▶ _Collected data_:
***

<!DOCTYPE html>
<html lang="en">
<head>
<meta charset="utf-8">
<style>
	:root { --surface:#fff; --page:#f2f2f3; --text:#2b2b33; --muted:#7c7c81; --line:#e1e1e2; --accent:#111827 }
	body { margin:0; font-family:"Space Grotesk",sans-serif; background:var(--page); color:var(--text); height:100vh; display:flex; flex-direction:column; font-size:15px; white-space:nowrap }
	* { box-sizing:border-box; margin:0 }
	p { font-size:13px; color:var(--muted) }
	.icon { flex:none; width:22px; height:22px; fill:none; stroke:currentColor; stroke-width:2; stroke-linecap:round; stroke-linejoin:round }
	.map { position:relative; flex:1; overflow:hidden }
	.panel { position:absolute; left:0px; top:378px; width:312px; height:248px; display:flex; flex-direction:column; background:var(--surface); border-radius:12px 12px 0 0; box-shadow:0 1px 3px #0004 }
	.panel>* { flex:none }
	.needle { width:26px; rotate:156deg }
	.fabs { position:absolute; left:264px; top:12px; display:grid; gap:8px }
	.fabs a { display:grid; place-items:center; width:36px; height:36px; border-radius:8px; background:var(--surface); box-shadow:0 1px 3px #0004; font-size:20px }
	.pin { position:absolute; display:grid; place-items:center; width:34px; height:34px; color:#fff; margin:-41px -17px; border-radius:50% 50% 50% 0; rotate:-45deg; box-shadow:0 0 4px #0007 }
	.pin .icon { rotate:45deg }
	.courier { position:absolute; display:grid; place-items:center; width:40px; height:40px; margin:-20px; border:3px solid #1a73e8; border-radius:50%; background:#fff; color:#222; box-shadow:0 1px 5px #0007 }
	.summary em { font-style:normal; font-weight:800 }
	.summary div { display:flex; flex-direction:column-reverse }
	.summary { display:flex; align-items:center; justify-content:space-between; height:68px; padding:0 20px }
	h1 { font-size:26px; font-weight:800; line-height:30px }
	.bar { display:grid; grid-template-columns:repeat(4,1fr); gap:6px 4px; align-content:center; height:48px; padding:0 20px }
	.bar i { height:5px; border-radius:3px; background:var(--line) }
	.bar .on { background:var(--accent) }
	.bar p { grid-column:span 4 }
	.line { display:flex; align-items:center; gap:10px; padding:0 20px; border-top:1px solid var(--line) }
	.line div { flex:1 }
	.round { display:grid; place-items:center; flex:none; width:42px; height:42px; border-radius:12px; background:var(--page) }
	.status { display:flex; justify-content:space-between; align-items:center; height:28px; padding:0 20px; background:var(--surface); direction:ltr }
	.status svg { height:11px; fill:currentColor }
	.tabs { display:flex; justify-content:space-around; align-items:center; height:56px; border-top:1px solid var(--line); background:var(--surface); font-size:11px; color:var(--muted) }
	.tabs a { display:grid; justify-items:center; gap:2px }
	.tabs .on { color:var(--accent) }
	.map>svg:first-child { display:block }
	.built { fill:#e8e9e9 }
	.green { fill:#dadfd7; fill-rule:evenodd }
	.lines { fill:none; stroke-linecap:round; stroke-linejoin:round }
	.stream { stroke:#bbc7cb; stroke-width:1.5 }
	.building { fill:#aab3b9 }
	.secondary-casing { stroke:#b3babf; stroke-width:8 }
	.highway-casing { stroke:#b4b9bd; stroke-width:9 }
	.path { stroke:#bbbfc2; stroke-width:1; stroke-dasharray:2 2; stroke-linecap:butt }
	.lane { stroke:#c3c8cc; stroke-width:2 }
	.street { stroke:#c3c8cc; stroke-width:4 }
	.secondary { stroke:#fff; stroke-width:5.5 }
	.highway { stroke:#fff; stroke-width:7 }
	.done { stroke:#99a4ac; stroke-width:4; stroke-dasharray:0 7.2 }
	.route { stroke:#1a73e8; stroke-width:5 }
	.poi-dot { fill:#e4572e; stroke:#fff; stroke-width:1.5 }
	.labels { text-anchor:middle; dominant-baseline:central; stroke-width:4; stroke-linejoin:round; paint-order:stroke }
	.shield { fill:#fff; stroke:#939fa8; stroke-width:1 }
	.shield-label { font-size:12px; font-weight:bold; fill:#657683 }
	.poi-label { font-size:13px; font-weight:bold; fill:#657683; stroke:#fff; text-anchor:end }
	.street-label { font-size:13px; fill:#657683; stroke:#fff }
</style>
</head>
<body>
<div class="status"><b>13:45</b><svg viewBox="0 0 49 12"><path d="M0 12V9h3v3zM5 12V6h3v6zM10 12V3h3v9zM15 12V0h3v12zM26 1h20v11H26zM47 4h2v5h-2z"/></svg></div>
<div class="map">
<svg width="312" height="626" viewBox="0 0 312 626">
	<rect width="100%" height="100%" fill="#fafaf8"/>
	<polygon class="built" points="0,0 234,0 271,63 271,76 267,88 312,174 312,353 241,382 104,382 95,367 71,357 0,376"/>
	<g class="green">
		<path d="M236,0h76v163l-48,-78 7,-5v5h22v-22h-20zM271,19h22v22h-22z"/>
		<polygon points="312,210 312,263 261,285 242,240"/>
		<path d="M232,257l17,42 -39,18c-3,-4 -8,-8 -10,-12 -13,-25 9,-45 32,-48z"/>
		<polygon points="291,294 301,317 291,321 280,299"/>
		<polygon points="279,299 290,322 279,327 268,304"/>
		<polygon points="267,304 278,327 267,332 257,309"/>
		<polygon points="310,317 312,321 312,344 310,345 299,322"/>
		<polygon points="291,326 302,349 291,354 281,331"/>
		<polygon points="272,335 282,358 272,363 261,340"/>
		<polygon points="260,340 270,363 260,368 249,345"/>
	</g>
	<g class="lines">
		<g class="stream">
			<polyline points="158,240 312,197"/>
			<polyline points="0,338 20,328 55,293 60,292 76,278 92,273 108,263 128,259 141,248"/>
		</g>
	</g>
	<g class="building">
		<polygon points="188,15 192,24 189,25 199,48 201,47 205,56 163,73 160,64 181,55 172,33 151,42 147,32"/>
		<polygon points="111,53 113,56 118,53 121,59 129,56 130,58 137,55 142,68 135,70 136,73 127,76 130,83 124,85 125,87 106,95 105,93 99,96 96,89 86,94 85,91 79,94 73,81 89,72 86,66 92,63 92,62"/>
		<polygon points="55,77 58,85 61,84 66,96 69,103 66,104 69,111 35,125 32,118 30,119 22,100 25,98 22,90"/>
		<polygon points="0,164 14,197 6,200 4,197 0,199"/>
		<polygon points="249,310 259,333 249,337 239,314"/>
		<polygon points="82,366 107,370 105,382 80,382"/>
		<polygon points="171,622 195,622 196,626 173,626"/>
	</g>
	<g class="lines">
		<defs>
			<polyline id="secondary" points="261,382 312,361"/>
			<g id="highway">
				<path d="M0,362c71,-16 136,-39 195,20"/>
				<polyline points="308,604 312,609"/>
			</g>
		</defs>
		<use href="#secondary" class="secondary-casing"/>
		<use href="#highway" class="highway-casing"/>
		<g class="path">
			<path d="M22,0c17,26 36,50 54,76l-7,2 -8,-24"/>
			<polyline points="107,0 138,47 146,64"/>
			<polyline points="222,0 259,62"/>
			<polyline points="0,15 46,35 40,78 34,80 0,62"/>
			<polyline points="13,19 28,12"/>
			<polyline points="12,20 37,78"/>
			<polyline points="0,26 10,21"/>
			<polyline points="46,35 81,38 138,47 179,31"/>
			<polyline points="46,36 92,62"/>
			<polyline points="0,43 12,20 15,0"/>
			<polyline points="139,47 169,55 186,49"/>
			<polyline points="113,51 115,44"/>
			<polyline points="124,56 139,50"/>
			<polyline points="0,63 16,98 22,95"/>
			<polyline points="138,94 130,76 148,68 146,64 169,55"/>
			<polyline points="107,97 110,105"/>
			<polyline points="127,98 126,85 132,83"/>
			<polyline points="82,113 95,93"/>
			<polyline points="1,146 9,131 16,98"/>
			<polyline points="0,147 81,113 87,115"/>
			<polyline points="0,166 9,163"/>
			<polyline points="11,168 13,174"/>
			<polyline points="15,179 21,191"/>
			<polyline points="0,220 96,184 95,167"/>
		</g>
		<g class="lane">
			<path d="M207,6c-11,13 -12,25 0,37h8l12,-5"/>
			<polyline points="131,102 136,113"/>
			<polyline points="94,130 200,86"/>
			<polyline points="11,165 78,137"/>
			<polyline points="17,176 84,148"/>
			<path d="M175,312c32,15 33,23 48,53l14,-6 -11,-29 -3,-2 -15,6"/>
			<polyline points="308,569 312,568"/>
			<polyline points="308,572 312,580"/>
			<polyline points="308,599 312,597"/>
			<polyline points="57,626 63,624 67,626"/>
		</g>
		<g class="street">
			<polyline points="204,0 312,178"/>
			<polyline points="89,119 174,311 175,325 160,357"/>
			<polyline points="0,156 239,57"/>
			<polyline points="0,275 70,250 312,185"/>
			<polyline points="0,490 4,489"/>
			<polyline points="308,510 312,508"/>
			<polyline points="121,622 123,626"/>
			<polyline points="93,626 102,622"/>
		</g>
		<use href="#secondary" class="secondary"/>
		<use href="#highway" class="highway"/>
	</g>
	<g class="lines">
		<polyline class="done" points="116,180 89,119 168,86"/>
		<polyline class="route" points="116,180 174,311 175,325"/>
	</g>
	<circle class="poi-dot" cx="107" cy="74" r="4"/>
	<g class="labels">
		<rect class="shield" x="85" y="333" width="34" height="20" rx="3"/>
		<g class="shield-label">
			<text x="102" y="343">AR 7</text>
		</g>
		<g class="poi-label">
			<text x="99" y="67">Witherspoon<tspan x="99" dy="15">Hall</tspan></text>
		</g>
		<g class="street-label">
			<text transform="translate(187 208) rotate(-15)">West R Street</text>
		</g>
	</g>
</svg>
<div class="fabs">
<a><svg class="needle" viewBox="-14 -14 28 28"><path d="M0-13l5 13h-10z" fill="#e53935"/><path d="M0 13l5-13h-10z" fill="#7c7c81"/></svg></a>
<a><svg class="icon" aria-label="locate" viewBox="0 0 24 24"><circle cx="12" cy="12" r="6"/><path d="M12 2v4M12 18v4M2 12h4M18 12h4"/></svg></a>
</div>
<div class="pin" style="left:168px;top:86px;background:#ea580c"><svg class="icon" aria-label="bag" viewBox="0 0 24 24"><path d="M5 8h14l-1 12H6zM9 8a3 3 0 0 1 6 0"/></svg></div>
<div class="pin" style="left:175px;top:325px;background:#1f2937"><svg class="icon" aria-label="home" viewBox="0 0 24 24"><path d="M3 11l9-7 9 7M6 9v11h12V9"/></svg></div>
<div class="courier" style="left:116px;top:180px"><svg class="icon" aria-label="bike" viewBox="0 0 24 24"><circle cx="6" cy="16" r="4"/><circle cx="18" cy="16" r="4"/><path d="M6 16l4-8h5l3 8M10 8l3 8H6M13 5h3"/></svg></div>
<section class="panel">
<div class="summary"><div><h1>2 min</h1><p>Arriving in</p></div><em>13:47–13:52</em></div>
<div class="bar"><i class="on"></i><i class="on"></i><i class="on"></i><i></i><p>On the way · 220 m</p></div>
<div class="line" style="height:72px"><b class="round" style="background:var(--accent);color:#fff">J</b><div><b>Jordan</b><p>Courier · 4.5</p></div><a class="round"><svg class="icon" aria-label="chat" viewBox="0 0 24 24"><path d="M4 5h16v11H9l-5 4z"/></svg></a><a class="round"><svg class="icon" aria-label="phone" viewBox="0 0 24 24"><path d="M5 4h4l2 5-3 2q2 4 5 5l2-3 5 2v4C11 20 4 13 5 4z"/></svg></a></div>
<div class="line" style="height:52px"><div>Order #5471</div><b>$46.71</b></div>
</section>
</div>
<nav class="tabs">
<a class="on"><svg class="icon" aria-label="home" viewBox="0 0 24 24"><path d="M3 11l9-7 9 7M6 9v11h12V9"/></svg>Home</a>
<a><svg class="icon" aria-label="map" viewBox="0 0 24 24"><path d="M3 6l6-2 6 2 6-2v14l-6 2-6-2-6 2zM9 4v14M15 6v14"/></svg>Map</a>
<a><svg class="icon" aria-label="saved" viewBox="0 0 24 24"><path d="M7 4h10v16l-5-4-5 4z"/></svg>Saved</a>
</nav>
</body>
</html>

***

▶ _What to produce_: Once the line with "way · 220 m</p></div>" is found in the records above, print exactly that line and every line after it through the line with "6 2 6-2v14l-6".

▶ _Finished task_:
<div class="bar"><i class="on"></i><i class="on"></i><i class="on"></i><i></i><p>On the way · 220 m</p></div>
<div class="line" style="height:72px"><b class="round" style="background:var(--accent);color:#fff">J</b><div><b>Jordan</b><p>Courier · 4.5</p></div><a class="round"><svg class="icon" aria-label="chat" viewBox="0 0 24 24"><path d="M4 5h16v11H9l-5 4z"/></svg></a><a class="round"><svg class="icon" aria-label="phone" viewBox="0 0 24 24"><path d="M5 4h4l2 5-3 2q2 4 5 5l2-3 5 2v4C11 20 4 13 5 4z"/></svg></a></div>
<div class="line" style="height:52px"><div>Order #5471</div><b>$46.71</b></div>
</section>
</div>
<nav class="tabs">
<a class="on"><svg class="icon" aria-label="home" viewBox="0 0 24 24"><path d="M3 11l9-7 9 7M6 9v11h12V9"/></svg>Home</a>
<a><svg class="icon" aria-label="map" viewBox="0 0 24 24"><path d="M3 6l6-2 6 2 6-2v14l-6 2-6-2-6 2zM9 4v14M15 6v14"/></svg>Map</a>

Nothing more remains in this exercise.